WORK INSTRUCTIONS => Every line with the string "Domingo" must be copied from the entries below.

-------- GIVEN INFORMATION --------

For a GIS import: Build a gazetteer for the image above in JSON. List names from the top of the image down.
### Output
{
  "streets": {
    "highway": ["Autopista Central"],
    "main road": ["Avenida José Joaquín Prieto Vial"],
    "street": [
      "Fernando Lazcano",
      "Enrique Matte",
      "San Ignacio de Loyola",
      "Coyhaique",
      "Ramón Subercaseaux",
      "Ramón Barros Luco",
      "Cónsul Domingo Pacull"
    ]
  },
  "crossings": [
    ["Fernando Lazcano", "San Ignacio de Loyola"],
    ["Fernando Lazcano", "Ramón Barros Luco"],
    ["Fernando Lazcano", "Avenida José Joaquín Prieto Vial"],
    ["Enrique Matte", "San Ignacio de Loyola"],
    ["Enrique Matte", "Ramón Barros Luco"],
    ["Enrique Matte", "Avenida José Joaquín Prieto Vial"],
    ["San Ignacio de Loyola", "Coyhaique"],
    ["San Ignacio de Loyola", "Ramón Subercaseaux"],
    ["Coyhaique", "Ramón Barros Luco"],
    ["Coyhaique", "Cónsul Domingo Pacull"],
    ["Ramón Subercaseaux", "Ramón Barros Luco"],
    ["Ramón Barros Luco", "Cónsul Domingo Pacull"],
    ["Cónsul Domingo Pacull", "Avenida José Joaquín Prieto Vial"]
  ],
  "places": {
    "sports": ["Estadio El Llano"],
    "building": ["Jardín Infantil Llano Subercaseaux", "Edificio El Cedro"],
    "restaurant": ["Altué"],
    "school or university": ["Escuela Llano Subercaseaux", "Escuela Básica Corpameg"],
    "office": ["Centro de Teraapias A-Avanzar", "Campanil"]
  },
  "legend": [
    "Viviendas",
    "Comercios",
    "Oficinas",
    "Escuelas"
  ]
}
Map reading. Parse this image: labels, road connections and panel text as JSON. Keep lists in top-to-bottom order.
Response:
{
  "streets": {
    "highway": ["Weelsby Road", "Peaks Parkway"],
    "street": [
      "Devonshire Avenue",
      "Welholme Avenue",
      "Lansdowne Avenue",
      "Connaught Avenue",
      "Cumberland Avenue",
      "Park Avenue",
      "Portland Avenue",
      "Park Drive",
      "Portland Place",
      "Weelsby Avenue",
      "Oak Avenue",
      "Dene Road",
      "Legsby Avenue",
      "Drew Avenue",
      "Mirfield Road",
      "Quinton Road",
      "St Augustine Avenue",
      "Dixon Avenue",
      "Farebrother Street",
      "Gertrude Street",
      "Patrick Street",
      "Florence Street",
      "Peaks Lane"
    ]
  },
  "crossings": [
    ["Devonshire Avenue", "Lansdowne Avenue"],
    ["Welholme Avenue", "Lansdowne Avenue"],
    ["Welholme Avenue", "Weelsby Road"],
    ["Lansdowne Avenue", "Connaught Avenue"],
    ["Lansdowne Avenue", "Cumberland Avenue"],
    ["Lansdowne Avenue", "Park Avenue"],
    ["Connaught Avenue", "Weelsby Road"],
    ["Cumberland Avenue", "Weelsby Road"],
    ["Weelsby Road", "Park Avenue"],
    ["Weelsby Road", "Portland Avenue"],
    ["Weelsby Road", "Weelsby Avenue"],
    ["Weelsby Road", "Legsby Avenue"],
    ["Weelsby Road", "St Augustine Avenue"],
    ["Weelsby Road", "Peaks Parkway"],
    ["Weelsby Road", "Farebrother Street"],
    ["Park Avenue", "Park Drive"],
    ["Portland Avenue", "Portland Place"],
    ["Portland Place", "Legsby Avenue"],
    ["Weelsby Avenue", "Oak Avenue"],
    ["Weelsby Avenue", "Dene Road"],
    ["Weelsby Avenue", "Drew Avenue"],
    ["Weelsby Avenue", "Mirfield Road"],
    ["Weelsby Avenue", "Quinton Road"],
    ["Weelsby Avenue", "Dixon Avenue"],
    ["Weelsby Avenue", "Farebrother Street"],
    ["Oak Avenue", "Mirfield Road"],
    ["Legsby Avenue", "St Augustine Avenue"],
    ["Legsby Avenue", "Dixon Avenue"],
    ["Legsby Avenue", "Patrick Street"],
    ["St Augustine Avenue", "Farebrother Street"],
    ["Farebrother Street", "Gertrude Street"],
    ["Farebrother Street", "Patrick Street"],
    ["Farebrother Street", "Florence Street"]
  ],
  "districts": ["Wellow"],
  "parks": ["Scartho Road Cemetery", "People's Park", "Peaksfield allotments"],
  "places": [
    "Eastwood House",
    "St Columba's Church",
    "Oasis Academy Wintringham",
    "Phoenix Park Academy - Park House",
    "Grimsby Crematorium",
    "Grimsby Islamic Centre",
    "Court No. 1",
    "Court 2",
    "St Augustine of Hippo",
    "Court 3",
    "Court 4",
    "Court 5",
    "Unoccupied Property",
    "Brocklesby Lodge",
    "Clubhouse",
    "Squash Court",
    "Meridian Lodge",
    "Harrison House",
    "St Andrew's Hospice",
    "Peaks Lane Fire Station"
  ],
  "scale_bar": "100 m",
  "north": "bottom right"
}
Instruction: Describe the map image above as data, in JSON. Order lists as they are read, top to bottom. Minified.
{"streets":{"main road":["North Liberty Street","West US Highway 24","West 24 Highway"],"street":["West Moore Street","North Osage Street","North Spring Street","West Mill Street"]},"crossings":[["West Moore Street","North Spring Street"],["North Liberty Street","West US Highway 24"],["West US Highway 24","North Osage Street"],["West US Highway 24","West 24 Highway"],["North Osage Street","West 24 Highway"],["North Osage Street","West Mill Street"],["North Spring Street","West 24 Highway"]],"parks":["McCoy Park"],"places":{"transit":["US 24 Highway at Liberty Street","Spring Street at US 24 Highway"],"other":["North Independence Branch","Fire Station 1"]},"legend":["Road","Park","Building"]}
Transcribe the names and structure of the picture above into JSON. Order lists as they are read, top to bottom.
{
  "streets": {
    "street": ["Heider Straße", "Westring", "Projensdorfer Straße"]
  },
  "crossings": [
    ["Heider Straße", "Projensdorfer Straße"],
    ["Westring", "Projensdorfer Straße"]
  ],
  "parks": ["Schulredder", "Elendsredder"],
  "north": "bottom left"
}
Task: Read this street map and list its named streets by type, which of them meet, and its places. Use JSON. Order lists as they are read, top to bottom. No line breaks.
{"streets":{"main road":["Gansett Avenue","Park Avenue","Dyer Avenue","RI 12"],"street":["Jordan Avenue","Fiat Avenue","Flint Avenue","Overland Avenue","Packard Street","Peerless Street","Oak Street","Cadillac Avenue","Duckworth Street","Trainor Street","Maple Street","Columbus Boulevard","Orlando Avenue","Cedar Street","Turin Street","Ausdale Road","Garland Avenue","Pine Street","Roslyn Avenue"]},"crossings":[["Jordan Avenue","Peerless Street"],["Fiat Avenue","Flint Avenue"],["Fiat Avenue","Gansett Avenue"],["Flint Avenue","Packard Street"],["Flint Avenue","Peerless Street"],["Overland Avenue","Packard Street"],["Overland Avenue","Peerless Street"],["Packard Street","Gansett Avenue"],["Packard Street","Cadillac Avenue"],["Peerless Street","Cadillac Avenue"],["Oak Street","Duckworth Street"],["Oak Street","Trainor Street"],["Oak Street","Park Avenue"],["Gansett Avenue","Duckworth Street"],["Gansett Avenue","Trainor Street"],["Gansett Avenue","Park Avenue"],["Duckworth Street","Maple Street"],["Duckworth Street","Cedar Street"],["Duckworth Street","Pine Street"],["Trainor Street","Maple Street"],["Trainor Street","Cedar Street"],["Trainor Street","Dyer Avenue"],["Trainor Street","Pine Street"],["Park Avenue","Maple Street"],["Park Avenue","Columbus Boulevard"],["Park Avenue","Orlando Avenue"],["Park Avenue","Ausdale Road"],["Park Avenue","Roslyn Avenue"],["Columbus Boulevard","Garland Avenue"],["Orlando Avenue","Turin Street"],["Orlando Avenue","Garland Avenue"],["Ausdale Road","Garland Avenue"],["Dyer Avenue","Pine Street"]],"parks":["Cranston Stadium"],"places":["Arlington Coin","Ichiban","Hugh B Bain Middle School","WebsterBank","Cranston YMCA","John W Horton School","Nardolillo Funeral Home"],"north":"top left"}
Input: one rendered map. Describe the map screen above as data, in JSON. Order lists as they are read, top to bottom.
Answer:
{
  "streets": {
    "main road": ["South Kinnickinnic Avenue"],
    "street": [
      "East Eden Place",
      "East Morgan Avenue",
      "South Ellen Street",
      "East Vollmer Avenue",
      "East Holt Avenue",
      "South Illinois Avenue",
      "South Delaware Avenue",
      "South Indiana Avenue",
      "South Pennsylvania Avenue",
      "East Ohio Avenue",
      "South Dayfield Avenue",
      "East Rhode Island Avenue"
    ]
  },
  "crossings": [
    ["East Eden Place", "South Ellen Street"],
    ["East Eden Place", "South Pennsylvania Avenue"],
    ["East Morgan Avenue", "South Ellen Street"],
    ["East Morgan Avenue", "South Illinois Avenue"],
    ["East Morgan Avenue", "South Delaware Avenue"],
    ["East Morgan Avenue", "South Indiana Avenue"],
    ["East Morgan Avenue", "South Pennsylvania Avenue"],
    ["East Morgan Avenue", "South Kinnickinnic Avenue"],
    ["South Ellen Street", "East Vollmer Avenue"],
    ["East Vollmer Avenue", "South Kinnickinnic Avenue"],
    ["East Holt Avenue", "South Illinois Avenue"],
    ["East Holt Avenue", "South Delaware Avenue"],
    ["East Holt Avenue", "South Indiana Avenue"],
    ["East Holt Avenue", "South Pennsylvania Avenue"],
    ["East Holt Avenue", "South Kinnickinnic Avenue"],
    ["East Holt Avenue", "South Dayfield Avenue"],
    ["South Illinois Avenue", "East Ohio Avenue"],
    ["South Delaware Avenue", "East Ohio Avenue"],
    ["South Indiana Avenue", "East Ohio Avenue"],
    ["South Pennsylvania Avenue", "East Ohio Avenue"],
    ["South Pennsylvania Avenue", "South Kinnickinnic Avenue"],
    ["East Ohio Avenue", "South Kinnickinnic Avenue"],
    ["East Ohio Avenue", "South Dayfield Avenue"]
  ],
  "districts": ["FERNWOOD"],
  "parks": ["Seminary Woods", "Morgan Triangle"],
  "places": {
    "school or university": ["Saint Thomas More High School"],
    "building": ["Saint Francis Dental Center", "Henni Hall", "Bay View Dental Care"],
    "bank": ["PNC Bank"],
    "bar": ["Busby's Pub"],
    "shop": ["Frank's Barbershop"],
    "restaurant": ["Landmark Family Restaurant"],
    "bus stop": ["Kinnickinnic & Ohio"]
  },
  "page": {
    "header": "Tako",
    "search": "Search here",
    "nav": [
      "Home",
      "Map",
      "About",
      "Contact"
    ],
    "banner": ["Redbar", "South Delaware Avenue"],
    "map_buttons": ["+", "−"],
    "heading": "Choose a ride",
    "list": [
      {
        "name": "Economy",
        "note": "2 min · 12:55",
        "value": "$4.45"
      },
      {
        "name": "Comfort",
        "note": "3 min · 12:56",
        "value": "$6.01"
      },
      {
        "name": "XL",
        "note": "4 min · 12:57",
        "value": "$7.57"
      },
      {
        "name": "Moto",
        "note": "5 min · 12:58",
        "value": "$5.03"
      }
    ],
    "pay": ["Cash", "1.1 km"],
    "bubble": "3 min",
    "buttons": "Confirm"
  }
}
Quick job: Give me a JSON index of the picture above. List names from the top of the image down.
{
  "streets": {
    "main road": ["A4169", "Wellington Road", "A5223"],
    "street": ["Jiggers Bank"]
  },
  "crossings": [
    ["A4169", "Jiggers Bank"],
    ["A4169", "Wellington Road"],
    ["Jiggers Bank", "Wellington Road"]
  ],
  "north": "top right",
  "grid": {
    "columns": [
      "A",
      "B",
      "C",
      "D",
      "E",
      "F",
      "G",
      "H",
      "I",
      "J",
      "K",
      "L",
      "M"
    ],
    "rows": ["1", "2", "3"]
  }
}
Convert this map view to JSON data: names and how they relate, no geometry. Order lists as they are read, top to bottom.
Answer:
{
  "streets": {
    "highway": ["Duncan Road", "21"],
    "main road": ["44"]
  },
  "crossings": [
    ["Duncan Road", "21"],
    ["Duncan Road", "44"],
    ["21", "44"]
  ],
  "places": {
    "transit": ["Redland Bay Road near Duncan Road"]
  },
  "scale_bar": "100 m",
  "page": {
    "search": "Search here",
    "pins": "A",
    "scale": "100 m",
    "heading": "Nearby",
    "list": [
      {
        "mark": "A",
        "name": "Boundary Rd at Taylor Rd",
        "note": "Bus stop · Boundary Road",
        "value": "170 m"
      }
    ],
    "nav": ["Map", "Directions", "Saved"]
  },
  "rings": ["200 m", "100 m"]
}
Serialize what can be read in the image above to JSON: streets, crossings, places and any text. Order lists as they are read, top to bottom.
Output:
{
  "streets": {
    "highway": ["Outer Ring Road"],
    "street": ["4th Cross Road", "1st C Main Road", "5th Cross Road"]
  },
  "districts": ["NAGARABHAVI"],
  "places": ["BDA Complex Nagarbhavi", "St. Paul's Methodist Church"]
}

--------

TASK OUTPUT =>
      "Cónsul Domingo Pacull"
    ["Coyhaique", "Cónsul Domingo Pacull"],
    ["Ramón Barros Luco", "Cónsul Domingo Pacull"],
    ["Cónsul Domingo Pacull", "Avenida José Joaquín Prieto Vial"]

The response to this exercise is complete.